*ACTIVITY:* Find every line in the records below that contains "auto", and copy it.
**** MATERIAL PROVIDED ****
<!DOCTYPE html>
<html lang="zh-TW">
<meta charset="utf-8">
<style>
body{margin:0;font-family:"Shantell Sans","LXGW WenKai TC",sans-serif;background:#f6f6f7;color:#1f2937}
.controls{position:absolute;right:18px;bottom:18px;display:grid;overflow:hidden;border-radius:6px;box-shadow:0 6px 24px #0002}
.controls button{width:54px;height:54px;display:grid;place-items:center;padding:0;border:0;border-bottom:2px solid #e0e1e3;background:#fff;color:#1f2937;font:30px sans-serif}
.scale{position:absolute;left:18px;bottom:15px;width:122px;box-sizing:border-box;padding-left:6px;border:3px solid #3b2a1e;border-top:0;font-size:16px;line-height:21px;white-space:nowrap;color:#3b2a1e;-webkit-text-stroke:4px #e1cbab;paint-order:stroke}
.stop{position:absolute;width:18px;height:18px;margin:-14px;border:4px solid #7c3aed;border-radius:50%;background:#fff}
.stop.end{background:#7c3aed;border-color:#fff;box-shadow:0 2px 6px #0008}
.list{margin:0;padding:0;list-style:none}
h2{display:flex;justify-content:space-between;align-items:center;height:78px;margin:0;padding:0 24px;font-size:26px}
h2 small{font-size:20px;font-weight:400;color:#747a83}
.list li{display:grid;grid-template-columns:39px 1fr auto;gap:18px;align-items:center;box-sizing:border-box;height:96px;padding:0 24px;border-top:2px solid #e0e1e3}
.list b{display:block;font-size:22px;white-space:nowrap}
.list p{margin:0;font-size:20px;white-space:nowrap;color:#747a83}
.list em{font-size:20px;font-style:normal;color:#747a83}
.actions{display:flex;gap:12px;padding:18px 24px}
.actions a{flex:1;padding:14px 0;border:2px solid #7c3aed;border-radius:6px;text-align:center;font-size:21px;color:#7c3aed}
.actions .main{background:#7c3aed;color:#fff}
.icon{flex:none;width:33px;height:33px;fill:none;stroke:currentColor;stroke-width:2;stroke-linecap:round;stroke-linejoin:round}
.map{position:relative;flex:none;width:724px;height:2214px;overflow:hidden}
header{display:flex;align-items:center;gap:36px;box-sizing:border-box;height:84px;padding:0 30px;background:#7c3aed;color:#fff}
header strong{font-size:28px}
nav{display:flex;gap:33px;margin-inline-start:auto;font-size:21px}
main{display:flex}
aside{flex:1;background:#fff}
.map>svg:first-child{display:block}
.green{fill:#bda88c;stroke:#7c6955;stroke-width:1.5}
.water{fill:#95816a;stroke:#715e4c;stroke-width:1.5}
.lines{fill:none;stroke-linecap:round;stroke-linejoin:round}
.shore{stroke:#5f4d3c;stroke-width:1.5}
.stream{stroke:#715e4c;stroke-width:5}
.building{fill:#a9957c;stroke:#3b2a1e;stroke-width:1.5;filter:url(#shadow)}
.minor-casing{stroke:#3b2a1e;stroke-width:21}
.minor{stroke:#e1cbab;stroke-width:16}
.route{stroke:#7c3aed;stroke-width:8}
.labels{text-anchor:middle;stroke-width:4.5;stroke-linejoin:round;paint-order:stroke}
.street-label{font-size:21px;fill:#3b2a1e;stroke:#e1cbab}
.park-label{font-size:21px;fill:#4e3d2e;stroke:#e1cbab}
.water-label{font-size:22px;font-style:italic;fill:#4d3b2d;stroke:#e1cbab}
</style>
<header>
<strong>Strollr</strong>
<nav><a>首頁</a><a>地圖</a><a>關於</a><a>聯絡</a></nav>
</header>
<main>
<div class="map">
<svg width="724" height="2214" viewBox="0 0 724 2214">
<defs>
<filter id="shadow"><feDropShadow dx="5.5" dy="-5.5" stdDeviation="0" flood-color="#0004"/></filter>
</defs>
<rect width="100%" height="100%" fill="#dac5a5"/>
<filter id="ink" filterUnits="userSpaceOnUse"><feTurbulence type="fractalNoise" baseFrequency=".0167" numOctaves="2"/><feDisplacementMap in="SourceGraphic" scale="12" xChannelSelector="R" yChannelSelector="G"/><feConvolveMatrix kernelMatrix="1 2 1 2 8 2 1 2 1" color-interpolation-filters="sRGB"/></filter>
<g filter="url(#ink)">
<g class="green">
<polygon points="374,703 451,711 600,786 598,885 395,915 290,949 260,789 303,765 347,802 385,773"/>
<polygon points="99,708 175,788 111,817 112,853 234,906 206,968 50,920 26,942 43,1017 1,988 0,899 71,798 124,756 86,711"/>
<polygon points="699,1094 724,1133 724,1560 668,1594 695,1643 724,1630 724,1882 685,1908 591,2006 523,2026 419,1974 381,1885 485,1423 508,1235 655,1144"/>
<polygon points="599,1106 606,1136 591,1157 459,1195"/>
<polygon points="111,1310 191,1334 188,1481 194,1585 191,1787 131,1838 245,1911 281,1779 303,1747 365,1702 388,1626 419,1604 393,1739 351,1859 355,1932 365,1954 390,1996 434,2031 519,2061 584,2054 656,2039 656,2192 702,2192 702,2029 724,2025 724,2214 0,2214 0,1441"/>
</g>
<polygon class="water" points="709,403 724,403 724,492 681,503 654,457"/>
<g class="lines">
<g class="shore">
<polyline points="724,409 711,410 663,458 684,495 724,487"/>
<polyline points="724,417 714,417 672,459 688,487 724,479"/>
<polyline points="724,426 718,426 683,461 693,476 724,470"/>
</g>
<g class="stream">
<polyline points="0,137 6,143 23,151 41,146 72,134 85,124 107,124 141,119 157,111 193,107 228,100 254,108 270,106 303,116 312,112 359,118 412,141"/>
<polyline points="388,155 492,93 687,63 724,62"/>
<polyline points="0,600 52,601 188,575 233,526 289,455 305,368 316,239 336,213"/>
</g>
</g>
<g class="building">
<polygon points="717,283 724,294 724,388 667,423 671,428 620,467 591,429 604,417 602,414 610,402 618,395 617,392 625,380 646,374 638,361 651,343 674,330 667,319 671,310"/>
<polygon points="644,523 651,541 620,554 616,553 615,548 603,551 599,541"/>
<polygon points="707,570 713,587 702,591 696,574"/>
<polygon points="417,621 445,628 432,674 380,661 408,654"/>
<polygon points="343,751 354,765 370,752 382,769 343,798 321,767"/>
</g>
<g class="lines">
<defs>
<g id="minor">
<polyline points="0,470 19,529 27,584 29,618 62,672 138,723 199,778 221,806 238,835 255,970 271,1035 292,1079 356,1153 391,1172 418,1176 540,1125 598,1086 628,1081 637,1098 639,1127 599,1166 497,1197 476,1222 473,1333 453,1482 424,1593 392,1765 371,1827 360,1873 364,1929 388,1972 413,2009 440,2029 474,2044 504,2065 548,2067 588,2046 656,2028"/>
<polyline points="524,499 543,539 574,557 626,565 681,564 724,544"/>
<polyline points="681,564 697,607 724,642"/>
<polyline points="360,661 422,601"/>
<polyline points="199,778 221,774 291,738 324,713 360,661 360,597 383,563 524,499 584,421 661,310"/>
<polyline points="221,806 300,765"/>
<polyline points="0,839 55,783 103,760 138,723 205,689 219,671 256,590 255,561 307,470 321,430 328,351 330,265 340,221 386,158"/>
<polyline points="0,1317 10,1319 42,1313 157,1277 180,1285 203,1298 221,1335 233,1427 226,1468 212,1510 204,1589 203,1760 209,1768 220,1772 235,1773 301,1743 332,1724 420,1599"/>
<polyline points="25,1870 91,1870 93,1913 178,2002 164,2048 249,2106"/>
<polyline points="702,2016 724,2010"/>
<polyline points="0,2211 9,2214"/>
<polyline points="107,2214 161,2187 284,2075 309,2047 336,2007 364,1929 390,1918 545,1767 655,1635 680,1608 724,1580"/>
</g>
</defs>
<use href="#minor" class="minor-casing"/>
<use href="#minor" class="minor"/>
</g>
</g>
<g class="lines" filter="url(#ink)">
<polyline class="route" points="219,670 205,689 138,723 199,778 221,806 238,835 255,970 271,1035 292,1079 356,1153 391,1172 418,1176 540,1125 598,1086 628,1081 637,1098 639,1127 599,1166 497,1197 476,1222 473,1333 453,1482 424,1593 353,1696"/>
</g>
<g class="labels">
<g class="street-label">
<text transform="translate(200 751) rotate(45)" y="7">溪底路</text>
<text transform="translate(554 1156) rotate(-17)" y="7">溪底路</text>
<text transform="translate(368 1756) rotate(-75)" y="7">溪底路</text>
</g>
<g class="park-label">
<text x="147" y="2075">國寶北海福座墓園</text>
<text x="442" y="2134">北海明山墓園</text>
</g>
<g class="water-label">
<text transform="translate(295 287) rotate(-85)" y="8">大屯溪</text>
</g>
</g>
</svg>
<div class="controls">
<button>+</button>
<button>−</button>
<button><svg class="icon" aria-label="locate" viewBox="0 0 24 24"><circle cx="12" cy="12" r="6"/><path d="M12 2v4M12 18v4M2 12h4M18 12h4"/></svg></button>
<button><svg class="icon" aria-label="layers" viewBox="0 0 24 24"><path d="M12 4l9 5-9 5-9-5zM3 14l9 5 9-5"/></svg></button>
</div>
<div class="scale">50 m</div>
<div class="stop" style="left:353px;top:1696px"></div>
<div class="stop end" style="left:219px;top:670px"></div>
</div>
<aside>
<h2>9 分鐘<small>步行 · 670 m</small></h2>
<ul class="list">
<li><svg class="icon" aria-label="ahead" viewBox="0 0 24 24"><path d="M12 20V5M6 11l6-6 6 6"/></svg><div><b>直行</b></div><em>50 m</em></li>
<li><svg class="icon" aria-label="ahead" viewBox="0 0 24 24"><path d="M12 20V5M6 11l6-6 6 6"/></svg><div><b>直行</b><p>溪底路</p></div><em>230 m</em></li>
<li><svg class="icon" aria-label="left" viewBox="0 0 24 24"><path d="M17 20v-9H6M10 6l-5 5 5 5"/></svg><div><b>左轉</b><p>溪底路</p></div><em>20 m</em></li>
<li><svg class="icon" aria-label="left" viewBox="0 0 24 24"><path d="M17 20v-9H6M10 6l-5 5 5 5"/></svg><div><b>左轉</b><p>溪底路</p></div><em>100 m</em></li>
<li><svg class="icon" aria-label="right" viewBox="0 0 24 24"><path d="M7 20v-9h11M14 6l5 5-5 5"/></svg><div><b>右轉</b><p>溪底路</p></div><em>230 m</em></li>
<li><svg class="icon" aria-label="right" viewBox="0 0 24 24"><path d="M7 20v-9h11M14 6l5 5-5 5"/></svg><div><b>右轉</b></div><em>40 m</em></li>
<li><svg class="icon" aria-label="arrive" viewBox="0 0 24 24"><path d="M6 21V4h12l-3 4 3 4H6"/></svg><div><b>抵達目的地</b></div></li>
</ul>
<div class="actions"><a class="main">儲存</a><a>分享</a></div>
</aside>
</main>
****
*ANSWER SECTION:*
.list li{display:grid;grid-template-columns:39px 1fr auto;gap:18px;align-items:center;box-sizing:border-box;height:96px;padding:0 24px;border-top:2px solid #e0e1e3}
nav{display:flex;gap:33px;margin-inline-start:auto;font-size:21px}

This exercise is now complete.